[Stored items from a collection]
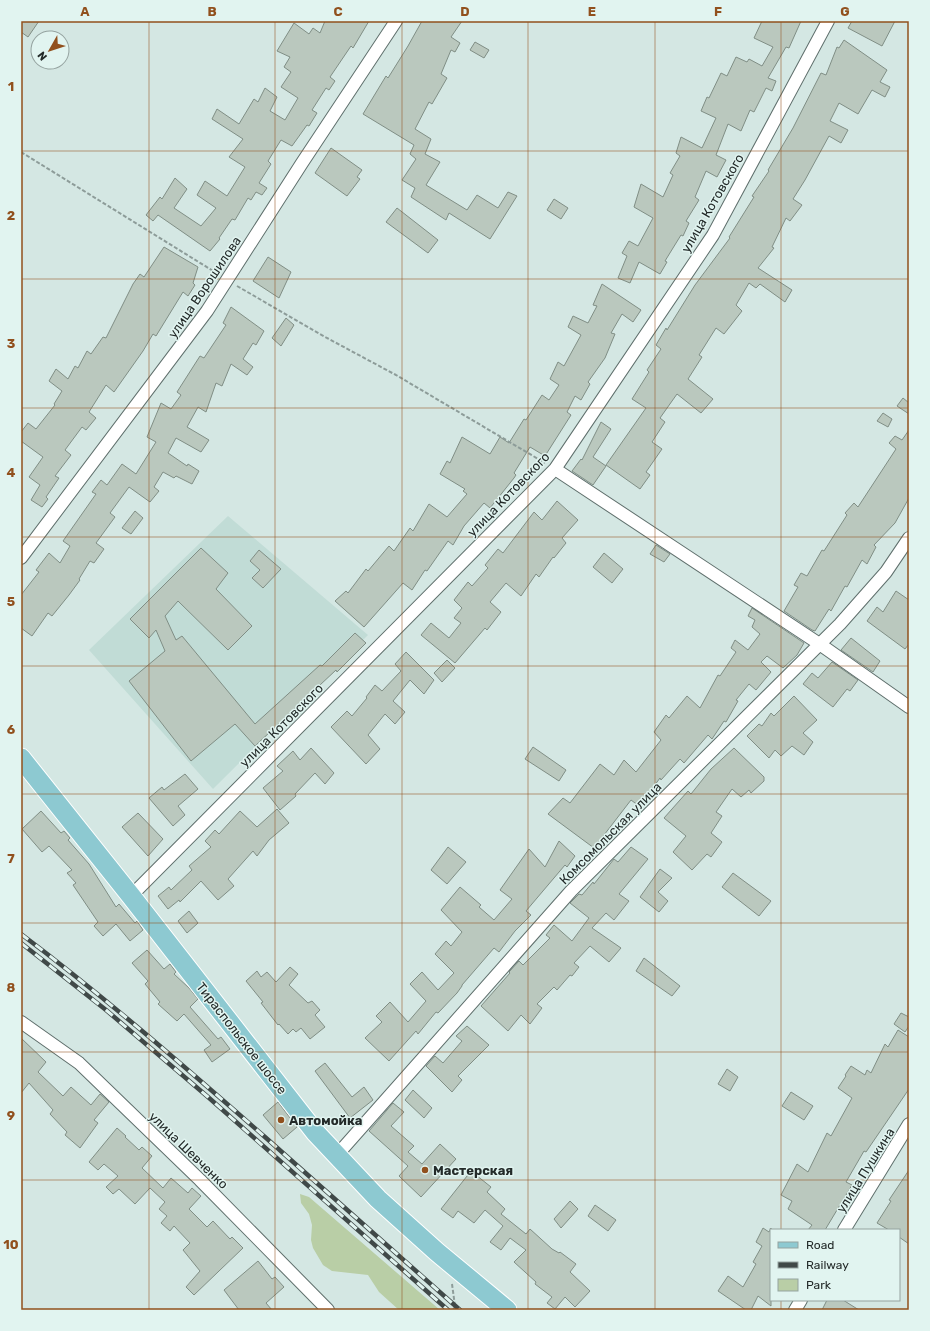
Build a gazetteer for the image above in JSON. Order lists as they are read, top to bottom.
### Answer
{
  "streets": {
    "main road": ["Тираспольское шоссе"],
    "street": [
      "улица Котовского",
      "улица Ворошилова",
      "Комсомольская улица",
      "улица Шевченко",
      "улица Пушкина"
    ]
  },
  "crossings": [
    ["улица Котовского", "Тираспольское шоссе"],
    ["Комсомольская улица", "Тираспольское шоссе"]
  ],
  "places": ["Автомойка", "Мастерская"],
  "legend": ["Road", "Railway", "Park"],
  "north": "bottom left",
  "grid": {
    "columns": [
      "A",
      "B",
      "C",
      "D",
      "E",
      "F",
      "G"
    ],
    "rows": [
      "1",
      "2",
      "3",
      "4",
      "5",
      "6",
      "7",
      "8",
      "9",
      "10"
    ]
  }
}
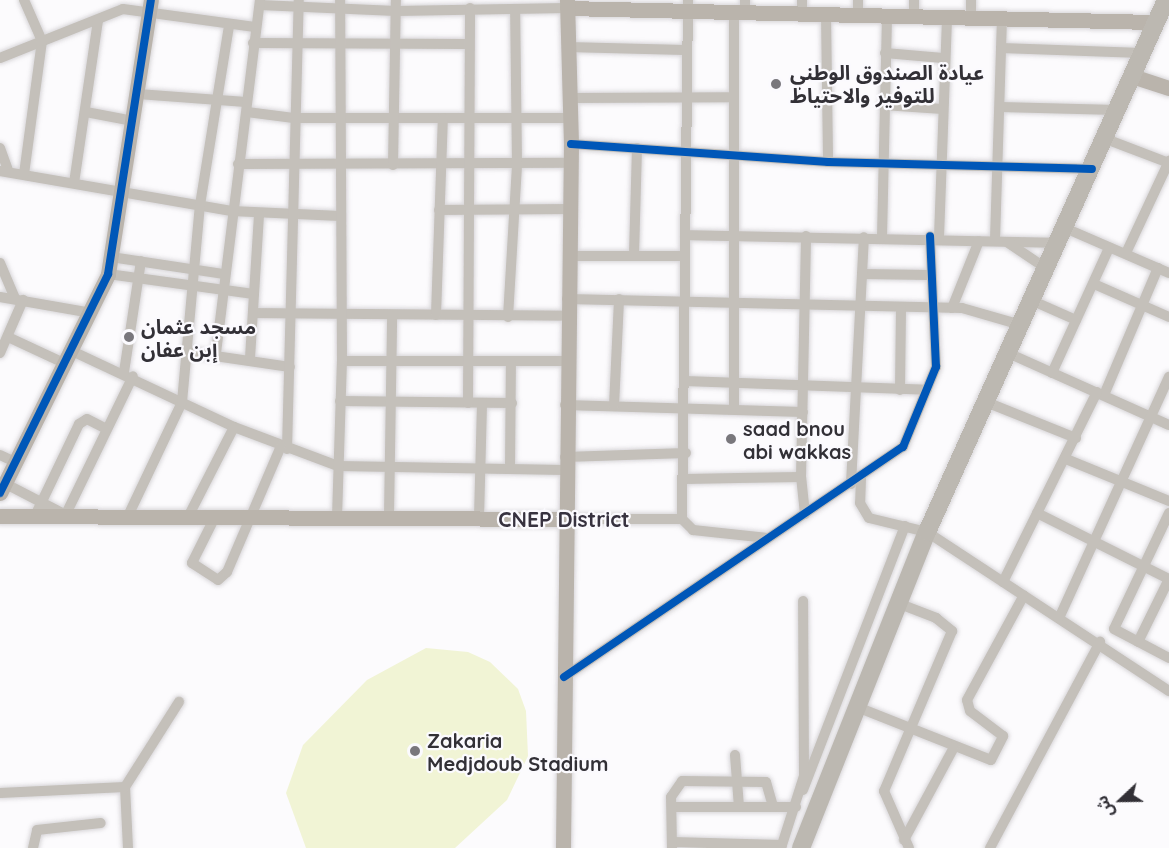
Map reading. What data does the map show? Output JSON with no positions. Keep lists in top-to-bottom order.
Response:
{
  "districts": ["CNEP District"],
  "places": [
    "عيادة الصندوق الوطني للتوفير والاحتياط",
    "مسجد عثمان إبن عفان",
    "saad bnou abi wakkas",
    "Zakaria Medjdoub Stadium"
  ],
  "north": "left"
}
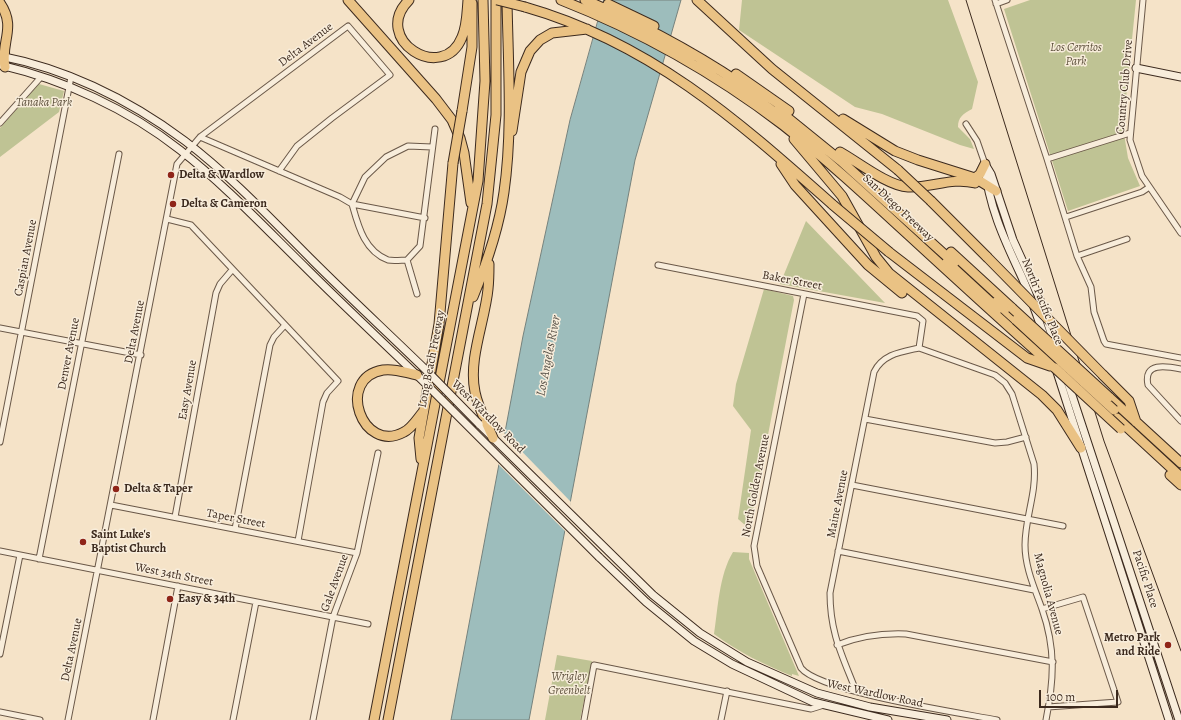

Task description - Would you please print out all the records above exactly, minus any pictures?

Finished task -
Build a gazetteer for the image above in JSON. Order lists as they are read, top to bottom.
### Answer
{
  "streets": {
    "main road": ["Тираспольское шоссе"],
    "street": [
      "улица Котовского",
      "улица Ворошилова",
      "Комсомольская улица",
      "улица Шевченко",
      "улица Пушкина"
    ]
  },
  "crossings": [
    ["улица Котовского", "Тираспольское шоссе"],
    ["Комсомольская улица", "Тираспольское шоссе"]
  ],
  "places": ["Автомойка", "Мастерская"],
  "legend": ["Road", "Railway", "Park"],
  "north": "bottom left",
  "grid": {
    "columns": [
      "A",
      "B",
      "C",
      "D",
      "E",
      "F",
      "G"
    ],
    "rows": [
      "1",
      "2",
      "3",
      "4",
      "5",
      "6",
      "7",
      "8",
      "9",
      "10"
    ]
  }
}
Map reading. What data does the map show? Output JSON with no positions. Keep lists in top-to-bottom order.
Response:
{
  "districts": ["CNEP District"],
  "places": [
    "عيادة الصندوق الوطني للتوفير والاحتياط",
    "مسجد عثمان إبن عفان",
    "saad bnou abi wakkas",
    "Zakaria Medjdoub Stadium"
  ],
  "north": "left"
}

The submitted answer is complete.